Department of Computer Science and Software Engineering

CITS3002 Computer Networks

Labsheet 3 - sample solutions and discussion

  1. For this task, using the cnet network simulator:

    • Add piggybacking to the standard stop-and-wait protocol.
    • Modify the topology file, changing the attributes of message delivery, bandwidth, frame corruption and loss, to determine under which conditions piggybacking offers an advantage.

    We need to make a small number of modifications to the stop-and-wait protocol to construct our piggyback protocol:

    1. Every frame carries two sequence numbers - one identifying any data in the frame (in the payload), and one identifying any acknowledgment in the frame. As in the stop-and-wait protocol, the sequence numbers can only meaningfully alternate between 0 or 1, so we can use an 'impossible' value, such as -1, to indicate if the frame does not carry either data or an acknowledgment (it must be carrying one of them).

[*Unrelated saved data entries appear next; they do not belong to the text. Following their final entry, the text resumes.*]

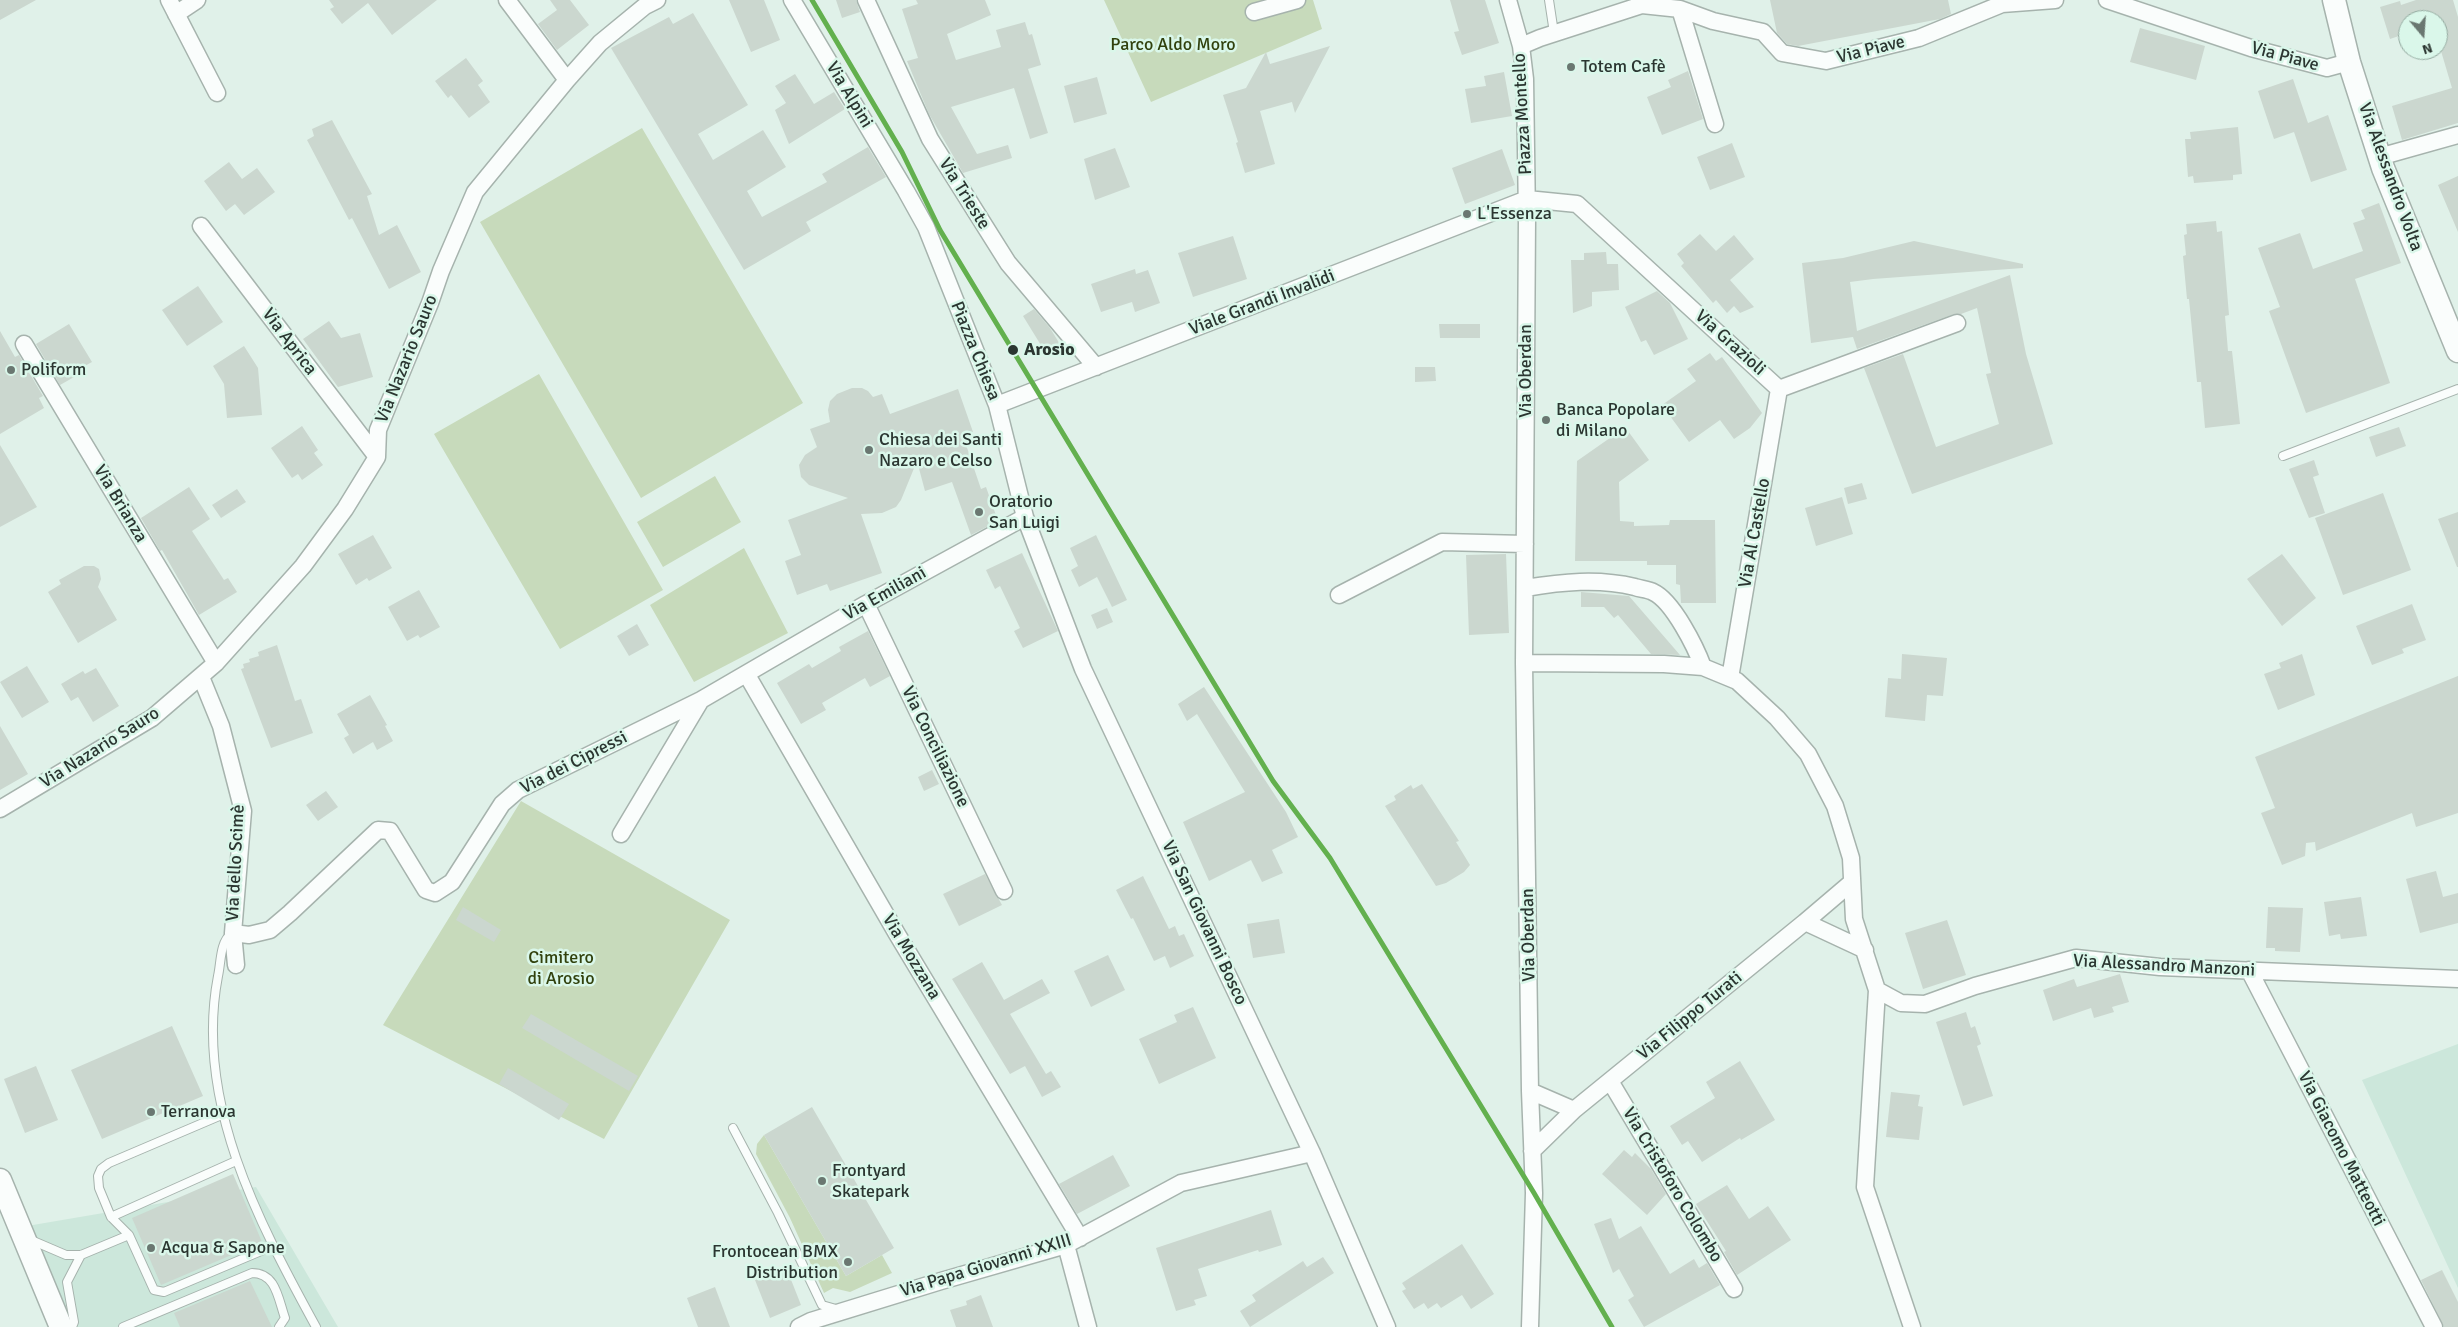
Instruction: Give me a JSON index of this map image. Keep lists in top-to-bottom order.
{
  "streets": {
    "street": [
      "Via Piave",
      "Via Alpini",
      "Piazza Montello",
      "Via Alessandro Volta",
      "Via Trieste",
      "Viale Grandi Invalidi",
      "Via Aprica",
      "Via Grazioli",
      "Piazza Chiesa",
      "Via Nazario Sauro",
      "Via Oberdan",
      "Via Brianza",
      "Via Al Castello",
      "Via Emiliani",
      "Via Conciliazione",
      "Via dei Cipressi",
      "Via dello Scimè",
      "Via San Giovanni Bosco",
      "Via Mozzana",
      "Via Alessandro Manzoni",
      "Via Filippo Turati",
      "Via Giacomo Matteotti",
      "Via Cristoforo Colombo",
      "Via Papa Giovanni XXIII"
    ]
  },
  "crossings": [
    ["Via Piave", "Piazza Montello"],
    ["Via Piave", "Via Alessandro Volta"],
    ["Via Alpini", "Piazza Chiesa"],
    ["Piazza Montello", "Viale Grandi Invalidi"],
    ["Piazza Montello", "Via Grazioli"],
    ["Piazza Montello", "Via Oberdan"],
    ["Via Trieste", "Viale Grandi Invalidi"],
    ["Viale Grandi Invalidi", "Via Grazioli"],
    ["Viale Grandi Invalidi", "Piazza Chiesa"],
    ["Viale Grandi Invalidi", "Via Oberdan"],
    ["Via Aprica", "Via Nazario Sauro"],
    ["Via Grazioli", "Via Oberdan"],
    ["Via Grazioli", "Via Al Castello"],
    ["Piazza Chiesa", "Via Emiliani"],
    ["Piazza Chiesa", "Via San Giovanni Bosco"],
    ["Via Nazario Sauro", "Via Brianza"],
    ["Via Nazario Sauro", "Via dello Scimè"],
    ["Via Oberdan", "Via Filippo Turati"],
    ["Via Emiliani", "Via Conciliazione"],
    ["Via Emiliani", "Via dei Cipressi"],
    ["Via Emiliani", "Via San Giovanni Bosco"],
    ["Via Emiliani", "Via Mozzana"],
    ["Via dei Cipressi", "Via dello Scimè"],
    ["Via dei Cipressi", "Via Mozzana"],
    ["Via San Giovanni Bosco", "Via Papa Giovanni XXIII"],
    ["Via Mozzana", "Via Papa Giovanni XXIII"],
    ["Via Alessandro Manzoni", "Via Giacomo Matteotti"],
    ["Via Filippo Turati", "Via Cristoforo Colombo"]
  ],
  "parks": ["Parco Aldo Moro", "Cimitero di Arosio"],
  "places": [
    "Totem Cafè",
    "L'Essenza",
    "Arosio",
    "Poliform",
    "Banca Popolare di Milano",
    "Chiesa dei Santi Nazaro e Celso",
    "Oratorio San Luigi",
    "Terranova",
    "Frontyard Skatepark",
    "Acqua & Sapone",
    "Frontocean BMX Distribution"
  ],
  "north": "bottom"
}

    2. We now require two timers - the original to retransmit a data frame if its acknowledgment does not return in time, and a second to transmit an acknowledgment by itself if there is no outgoing data on which to piggyback it.

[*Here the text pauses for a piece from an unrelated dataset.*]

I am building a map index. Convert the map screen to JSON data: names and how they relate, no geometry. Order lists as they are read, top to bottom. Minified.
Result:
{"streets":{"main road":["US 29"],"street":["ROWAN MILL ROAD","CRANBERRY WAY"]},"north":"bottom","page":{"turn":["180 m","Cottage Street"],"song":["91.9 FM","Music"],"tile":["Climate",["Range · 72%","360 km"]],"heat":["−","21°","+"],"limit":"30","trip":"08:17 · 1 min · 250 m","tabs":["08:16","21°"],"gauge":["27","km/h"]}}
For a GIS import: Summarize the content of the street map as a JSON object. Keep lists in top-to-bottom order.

    3. When a frame arrives at the Physical Layer, we must process the data it (may be) carrying and process the acknowledgment it (may be) carrying. If the frame contains only data, we do not send corresponding acknowledgment immediately, but start our second timer to possibly send the acknowledgment by itself in the future.

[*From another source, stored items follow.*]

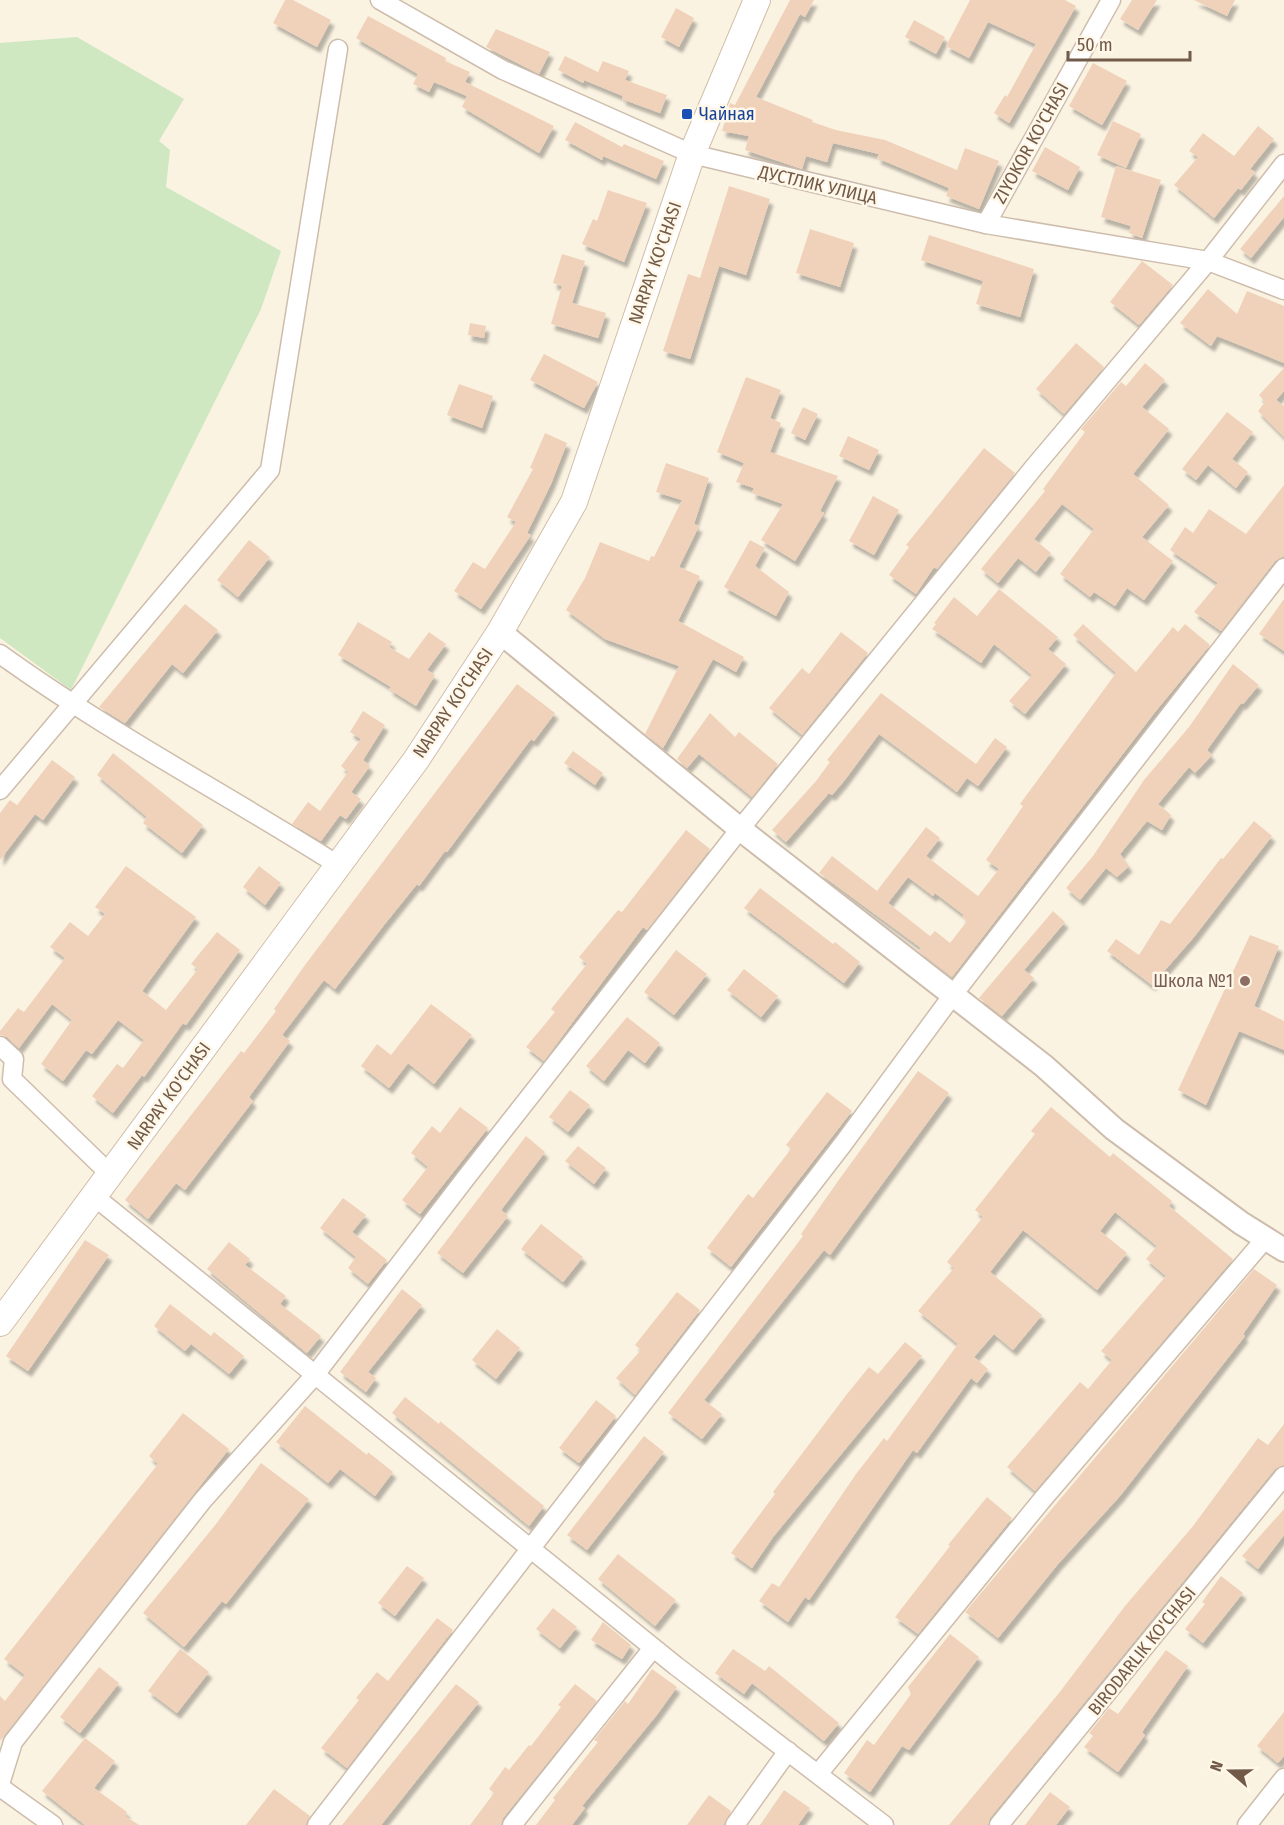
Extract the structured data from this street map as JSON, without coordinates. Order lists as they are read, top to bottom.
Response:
{
  "streets": {
    "main road": ["NARPAY KO'CHASI"],
    "street": ["ZIYOKOR KO'CHASI", "ДУСТЛИК УЛИЦА", "BIRODARLIK KO'CHASI"]
  },
  "crossings": [
    ["ZIYOKOR KO'CHASI", "ДУСТЛИК УЛИЦА"],
    ["ДУСТЛИК УЛИЦА", "NARPAY KO'CHASI"]
  ],
  "places": {
    "transit": ["Чайная"],
    "other": ["Школа №1"]
  },
  "scale_bar": "50 m",
  "north": "left"
}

    [sample solution: piggyback.c]

  2. To perform a valid scientific experiment (which, after all, is what we're doing), we need to hold all conditions/arrtibutes constant and vary just one over time, perform the same experiment for both the stop-and-wait and piggybacking protocols.

    As in Labsheet 2, develop a plot to help you to visually compare the results of your experiment.

    It is important compare the stop-and-wait and piggyback protocols under the same conditions. An easy way to manage this is to write the common attributes into a single file, and then have the STOPANDWAIT and PIGGYBACK topology include this common information (cnet topology files are first passed through the C pre-processor). For example:

    compile     = "piggyback.c"
    #include    "ATTRIBUTES.common"

    Remember why we are considering piggybacking - to reduce the number of frames crossing the Physical Layer and, thus, to reduce the number of hardware interrupts managed by each node's operating system. Because the piggyback protocol introduces an artificial delay, waiting for an outgoing data-frame to carry each acknowledgment, the rate of progress of the protocol is necessarily slower and will transmit fewer Application Layer messages.

    [sample solution, containing C source and topology files:]


Chris McDonald

March 2020.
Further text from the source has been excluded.